§ **WHAT IS BEING ASKED**: Among these entries, how many lines have the string "Општа" in them? Only the number is needed.
++++ SUPPLIED RECORDS ++++
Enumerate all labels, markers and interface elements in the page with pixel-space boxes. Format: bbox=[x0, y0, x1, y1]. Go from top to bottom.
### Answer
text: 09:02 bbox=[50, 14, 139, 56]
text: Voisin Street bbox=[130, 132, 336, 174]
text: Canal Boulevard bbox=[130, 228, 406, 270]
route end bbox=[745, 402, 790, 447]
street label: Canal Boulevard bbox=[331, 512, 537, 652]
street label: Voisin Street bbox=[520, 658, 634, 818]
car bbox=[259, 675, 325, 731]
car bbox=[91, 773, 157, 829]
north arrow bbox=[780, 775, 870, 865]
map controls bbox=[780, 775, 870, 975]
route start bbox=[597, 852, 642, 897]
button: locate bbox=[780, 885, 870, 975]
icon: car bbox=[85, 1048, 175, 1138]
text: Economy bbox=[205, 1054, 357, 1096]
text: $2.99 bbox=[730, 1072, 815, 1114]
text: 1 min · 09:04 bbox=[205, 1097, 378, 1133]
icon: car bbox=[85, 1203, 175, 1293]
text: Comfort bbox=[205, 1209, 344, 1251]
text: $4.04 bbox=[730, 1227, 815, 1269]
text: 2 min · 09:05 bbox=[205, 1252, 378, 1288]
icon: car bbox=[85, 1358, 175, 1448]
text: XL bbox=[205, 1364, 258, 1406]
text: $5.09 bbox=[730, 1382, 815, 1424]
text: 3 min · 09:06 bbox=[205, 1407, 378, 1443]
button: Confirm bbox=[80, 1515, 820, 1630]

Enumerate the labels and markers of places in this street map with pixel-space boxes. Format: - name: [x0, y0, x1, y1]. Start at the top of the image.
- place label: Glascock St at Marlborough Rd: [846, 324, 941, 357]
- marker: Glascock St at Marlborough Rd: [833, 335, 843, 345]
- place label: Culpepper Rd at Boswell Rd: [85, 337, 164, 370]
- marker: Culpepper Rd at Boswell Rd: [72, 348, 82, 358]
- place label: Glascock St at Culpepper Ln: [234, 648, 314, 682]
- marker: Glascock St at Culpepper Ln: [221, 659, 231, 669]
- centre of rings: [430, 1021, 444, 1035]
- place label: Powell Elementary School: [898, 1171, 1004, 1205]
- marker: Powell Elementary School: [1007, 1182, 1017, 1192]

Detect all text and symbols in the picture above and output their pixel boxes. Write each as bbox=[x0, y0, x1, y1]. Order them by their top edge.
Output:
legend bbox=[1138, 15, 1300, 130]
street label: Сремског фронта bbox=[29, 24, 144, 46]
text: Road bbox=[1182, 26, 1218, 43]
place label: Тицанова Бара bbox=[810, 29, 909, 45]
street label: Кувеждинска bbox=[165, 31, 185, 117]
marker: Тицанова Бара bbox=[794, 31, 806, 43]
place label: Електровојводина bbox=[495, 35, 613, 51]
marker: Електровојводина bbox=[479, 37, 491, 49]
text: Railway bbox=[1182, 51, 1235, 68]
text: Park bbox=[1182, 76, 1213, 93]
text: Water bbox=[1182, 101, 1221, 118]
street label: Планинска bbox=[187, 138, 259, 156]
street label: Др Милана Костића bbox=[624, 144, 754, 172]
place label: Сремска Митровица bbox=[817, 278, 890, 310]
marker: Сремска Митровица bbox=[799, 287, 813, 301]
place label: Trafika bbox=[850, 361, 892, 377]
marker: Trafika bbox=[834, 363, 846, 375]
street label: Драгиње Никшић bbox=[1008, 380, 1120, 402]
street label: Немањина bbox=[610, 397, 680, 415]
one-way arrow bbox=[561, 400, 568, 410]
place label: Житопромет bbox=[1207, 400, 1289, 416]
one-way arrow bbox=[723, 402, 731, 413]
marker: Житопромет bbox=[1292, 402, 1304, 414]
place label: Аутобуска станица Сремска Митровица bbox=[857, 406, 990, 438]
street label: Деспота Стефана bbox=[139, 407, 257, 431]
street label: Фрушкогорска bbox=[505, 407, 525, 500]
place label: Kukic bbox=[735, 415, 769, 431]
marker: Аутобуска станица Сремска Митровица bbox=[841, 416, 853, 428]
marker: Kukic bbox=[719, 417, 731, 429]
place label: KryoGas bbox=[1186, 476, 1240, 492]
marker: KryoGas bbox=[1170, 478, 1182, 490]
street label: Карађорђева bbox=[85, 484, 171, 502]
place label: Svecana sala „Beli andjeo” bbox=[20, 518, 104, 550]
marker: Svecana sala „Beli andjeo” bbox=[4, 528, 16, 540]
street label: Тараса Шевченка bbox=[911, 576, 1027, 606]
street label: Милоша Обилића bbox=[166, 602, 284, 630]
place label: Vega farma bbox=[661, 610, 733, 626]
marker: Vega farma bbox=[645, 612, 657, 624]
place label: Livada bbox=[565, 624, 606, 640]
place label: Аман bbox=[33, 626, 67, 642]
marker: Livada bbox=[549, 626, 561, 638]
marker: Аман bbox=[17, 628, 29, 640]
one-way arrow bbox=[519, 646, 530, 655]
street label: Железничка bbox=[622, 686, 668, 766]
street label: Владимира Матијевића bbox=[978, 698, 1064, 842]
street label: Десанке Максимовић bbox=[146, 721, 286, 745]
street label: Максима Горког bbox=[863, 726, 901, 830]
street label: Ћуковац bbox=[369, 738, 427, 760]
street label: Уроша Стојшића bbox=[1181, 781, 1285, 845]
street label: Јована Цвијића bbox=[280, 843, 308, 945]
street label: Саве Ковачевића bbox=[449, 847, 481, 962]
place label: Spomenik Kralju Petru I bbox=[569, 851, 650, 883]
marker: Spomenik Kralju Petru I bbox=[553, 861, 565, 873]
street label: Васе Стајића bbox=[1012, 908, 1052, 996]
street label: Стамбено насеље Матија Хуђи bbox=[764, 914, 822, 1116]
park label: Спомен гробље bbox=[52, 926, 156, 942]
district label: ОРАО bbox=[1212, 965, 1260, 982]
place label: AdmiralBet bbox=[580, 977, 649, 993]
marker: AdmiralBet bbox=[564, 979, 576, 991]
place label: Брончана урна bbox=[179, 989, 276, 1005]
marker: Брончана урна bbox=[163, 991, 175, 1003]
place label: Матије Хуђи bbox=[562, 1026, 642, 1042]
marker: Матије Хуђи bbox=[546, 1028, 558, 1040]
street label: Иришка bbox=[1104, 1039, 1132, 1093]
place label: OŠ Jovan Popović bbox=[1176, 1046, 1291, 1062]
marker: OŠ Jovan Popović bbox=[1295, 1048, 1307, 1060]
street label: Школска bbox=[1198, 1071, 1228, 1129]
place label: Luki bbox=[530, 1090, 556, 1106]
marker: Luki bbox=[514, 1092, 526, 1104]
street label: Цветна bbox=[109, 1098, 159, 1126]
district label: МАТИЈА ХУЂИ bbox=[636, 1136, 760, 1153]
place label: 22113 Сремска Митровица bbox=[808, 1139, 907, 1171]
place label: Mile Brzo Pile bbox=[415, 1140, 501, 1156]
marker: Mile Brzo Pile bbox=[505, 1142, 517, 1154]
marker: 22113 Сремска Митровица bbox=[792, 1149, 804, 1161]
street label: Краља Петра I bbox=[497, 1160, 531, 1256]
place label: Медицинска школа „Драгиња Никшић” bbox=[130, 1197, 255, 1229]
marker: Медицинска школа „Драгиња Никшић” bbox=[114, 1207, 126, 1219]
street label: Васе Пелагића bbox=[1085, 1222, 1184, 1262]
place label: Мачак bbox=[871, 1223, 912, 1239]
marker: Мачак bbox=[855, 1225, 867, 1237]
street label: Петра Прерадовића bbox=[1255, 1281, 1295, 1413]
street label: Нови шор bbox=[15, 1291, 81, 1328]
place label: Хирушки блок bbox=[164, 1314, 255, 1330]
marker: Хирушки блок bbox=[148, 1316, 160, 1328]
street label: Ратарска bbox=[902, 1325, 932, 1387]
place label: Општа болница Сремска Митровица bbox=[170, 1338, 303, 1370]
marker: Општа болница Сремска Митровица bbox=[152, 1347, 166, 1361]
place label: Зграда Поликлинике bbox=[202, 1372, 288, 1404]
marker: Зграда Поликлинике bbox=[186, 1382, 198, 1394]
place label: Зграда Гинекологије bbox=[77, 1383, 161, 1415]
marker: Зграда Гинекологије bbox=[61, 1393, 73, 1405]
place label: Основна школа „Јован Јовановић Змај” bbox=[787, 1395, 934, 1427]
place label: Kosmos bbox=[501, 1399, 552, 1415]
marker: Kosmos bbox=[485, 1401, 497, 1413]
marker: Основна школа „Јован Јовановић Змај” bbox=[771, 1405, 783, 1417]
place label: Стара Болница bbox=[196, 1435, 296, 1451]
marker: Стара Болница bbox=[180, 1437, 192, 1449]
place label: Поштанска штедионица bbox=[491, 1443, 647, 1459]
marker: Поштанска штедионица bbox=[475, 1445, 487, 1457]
++++
§ **TASK OUTPUT**: 2